**Exercise directions**
If a line includes "radius", copy it out of the entries.

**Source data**
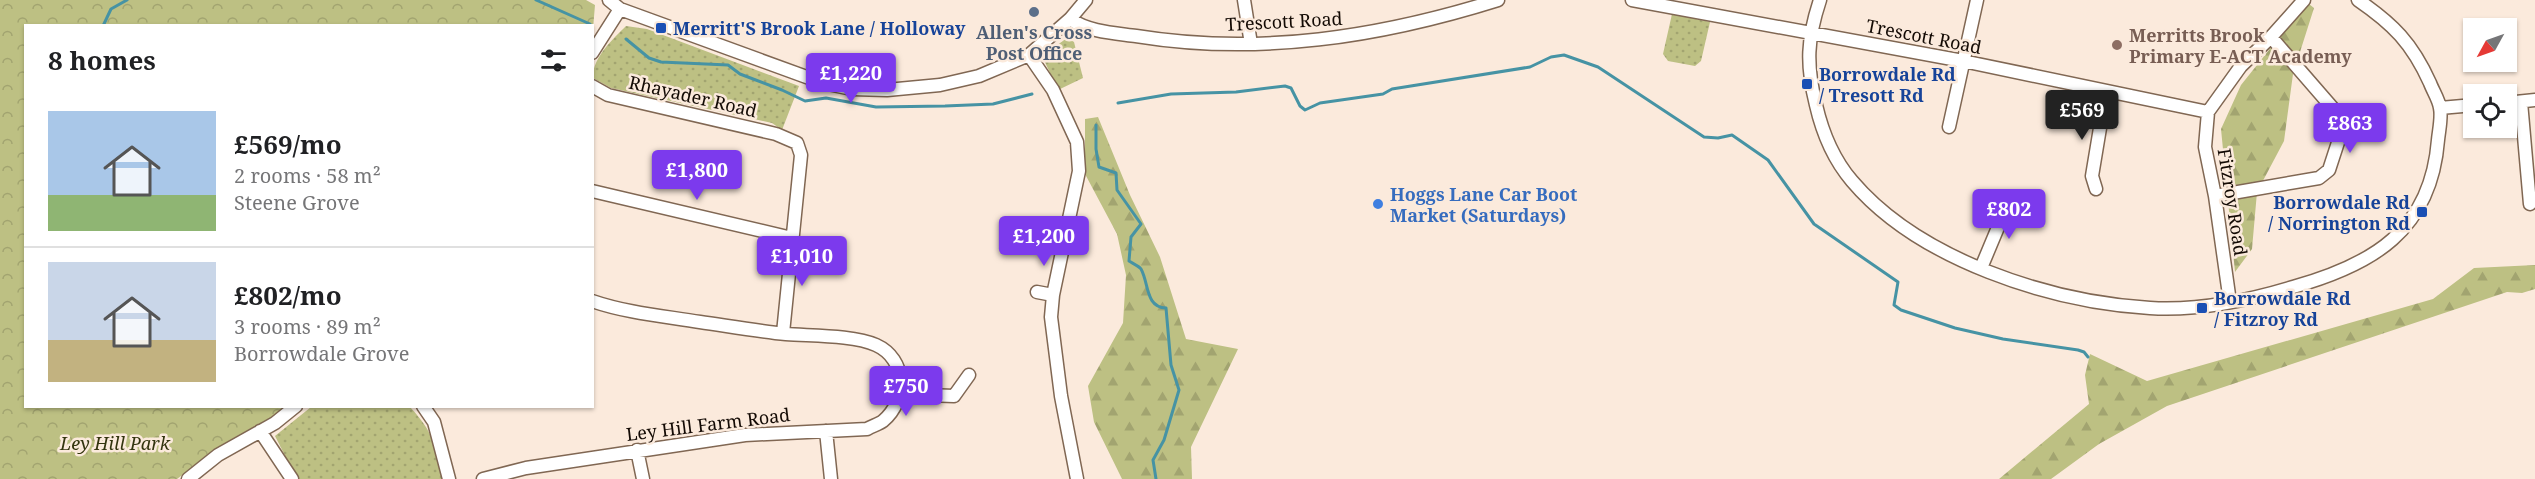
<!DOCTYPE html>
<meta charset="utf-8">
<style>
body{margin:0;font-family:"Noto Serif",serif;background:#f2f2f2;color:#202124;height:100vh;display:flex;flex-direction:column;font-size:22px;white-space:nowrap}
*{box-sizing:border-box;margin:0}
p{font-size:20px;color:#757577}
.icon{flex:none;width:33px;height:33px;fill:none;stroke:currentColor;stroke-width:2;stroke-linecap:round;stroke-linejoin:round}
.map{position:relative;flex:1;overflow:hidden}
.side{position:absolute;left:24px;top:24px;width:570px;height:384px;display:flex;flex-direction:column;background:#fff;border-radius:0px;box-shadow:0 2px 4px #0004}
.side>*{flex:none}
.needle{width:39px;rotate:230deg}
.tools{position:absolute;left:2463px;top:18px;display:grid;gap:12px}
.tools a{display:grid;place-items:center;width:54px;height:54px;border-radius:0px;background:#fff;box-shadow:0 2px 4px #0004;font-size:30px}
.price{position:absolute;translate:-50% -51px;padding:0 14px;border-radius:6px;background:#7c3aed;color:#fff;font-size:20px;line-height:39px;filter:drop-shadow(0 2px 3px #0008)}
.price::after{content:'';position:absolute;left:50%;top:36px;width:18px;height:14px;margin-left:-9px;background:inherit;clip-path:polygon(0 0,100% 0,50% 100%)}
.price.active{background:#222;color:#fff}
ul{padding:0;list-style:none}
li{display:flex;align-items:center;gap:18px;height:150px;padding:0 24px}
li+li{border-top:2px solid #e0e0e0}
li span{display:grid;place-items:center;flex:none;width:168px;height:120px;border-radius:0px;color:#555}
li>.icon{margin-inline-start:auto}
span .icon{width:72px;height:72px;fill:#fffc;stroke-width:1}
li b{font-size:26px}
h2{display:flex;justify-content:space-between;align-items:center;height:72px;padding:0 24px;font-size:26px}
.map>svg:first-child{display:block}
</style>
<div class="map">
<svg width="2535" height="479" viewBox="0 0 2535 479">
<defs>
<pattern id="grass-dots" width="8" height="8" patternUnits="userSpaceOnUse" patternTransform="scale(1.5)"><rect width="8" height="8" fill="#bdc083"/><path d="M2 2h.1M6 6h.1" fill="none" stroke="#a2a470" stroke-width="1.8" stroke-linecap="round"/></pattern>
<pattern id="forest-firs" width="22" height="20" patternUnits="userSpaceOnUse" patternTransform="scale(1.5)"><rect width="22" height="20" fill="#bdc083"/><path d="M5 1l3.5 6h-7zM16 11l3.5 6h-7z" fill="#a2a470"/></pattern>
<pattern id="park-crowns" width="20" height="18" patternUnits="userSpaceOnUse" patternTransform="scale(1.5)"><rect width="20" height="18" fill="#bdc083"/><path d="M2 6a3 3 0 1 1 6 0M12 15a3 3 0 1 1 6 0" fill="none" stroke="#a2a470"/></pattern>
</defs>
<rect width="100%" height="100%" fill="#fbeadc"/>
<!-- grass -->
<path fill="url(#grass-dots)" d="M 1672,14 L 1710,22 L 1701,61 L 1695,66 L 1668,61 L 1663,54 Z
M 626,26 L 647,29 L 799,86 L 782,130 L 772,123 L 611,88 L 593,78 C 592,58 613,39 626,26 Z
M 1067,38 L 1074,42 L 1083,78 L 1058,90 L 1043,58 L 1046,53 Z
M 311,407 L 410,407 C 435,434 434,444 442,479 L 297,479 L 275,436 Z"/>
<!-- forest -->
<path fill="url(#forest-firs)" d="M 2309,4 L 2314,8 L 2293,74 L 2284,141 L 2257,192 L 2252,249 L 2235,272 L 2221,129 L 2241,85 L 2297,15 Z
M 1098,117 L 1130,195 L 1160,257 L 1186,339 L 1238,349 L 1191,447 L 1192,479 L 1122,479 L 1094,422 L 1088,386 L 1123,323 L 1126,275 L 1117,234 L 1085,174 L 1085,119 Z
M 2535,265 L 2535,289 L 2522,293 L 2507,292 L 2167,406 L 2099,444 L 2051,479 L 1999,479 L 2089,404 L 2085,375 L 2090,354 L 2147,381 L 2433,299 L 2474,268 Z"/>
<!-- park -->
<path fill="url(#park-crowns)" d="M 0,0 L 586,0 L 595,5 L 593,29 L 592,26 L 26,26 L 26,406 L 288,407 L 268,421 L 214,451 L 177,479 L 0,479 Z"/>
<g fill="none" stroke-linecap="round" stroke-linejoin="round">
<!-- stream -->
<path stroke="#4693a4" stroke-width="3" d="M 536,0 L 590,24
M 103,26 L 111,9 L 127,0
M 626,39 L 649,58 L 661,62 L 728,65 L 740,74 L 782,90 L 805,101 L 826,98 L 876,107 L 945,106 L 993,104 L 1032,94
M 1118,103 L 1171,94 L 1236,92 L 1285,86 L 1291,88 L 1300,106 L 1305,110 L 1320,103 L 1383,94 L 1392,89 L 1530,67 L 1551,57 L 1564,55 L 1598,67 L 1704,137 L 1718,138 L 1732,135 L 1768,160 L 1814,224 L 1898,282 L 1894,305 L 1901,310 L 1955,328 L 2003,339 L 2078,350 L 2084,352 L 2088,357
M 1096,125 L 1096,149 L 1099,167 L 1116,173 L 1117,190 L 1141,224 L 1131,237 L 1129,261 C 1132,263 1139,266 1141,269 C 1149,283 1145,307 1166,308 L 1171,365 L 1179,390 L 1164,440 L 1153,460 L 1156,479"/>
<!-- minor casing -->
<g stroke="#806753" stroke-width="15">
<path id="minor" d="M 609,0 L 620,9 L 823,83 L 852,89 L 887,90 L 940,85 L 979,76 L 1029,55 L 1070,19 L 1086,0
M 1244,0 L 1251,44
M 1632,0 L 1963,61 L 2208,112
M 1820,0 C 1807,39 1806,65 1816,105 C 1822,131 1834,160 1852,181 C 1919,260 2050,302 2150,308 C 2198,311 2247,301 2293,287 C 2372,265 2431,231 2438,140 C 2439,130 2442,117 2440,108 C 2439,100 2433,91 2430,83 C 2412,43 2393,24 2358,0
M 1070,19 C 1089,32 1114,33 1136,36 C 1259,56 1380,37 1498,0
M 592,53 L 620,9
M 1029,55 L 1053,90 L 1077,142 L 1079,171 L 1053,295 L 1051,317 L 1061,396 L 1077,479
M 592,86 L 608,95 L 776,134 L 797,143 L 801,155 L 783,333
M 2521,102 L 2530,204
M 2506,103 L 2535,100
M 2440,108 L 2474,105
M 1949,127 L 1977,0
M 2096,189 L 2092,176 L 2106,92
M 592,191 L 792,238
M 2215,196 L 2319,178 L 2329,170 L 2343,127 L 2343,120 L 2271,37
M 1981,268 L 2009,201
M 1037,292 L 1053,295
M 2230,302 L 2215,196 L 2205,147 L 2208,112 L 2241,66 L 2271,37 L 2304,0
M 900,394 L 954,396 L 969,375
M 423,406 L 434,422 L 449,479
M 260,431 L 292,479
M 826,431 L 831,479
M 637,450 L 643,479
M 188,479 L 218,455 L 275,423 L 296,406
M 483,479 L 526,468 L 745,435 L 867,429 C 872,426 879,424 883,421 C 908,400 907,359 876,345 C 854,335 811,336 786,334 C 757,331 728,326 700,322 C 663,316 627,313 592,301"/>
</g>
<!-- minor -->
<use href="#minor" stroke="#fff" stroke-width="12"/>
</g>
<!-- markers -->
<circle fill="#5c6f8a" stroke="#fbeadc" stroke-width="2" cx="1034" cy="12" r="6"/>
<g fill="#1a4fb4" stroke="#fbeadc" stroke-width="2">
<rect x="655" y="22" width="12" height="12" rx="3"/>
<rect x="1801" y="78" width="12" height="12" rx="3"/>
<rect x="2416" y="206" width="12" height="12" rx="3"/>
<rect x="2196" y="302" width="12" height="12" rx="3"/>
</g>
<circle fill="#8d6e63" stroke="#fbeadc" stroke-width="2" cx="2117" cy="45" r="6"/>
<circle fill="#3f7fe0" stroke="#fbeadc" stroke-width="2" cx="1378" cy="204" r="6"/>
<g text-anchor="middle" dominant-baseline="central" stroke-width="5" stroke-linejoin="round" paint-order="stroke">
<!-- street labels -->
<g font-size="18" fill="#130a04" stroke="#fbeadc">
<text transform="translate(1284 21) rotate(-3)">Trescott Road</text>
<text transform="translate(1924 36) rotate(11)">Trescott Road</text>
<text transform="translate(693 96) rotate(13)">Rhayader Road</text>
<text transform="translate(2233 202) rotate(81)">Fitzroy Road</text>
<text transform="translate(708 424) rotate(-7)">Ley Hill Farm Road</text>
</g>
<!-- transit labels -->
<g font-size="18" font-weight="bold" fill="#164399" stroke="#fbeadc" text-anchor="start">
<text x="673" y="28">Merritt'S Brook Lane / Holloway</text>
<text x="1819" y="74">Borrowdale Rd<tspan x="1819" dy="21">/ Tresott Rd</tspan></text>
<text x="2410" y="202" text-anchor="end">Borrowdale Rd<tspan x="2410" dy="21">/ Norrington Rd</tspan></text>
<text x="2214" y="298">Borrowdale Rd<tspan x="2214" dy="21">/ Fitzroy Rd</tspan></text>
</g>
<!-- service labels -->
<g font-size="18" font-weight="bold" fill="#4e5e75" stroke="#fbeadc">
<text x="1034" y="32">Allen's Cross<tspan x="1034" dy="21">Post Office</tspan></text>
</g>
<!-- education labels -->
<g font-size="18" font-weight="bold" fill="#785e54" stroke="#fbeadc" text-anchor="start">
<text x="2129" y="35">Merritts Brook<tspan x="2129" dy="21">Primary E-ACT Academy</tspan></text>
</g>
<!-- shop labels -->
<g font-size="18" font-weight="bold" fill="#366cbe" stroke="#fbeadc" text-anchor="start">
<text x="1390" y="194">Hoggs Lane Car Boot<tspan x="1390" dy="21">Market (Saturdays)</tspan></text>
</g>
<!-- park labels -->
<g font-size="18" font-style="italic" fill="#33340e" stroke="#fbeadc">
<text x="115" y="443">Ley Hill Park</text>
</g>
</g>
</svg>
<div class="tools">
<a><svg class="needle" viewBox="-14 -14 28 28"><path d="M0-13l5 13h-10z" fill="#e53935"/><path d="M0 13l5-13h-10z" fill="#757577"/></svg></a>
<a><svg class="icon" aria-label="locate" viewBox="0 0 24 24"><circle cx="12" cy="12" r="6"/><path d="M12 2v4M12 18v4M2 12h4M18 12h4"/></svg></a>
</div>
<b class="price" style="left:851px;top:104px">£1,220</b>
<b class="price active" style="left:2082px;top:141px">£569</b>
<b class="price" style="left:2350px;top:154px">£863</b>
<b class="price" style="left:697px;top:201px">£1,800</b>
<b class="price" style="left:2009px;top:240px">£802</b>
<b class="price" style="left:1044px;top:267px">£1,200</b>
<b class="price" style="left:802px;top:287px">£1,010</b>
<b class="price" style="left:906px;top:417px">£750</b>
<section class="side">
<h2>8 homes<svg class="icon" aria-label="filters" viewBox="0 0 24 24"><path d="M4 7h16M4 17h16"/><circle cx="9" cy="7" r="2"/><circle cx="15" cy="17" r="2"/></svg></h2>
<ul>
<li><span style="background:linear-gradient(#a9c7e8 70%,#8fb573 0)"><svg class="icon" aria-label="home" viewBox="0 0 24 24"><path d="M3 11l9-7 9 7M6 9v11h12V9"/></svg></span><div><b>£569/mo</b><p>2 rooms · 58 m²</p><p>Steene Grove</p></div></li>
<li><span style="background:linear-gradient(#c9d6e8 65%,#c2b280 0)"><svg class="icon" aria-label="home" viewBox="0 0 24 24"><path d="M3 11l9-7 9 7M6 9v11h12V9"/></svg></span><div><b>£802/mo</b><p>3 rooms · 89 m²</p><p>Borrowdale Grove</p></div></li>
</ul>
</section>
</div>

**Response to this exercise**
.side{position:absolute;left:24px;top:24px;width:570px;height:384px;display:flex;flex-direction:column;background:#fff;border-radius:0px;box-shadow:0 2px 4px #0004}
.tools a{display:grid;place-items:center;width:54px;height:54px;border-radius:0px;background:#fff;box-shadow:0 2px 4px #0004;font-size:30px}
.price{position:absolute;translate:-50% -51px;padding:0 14px;border-radius:6px;background:#7c3aed;color:#fff;font-size:20px;line-height:39px;filter:drop-shadow(0 2px 3px #0008)}
li span{display:grid;place-items:center;flex:none;width:168px;height:120px;border-radius:0px;color:#555}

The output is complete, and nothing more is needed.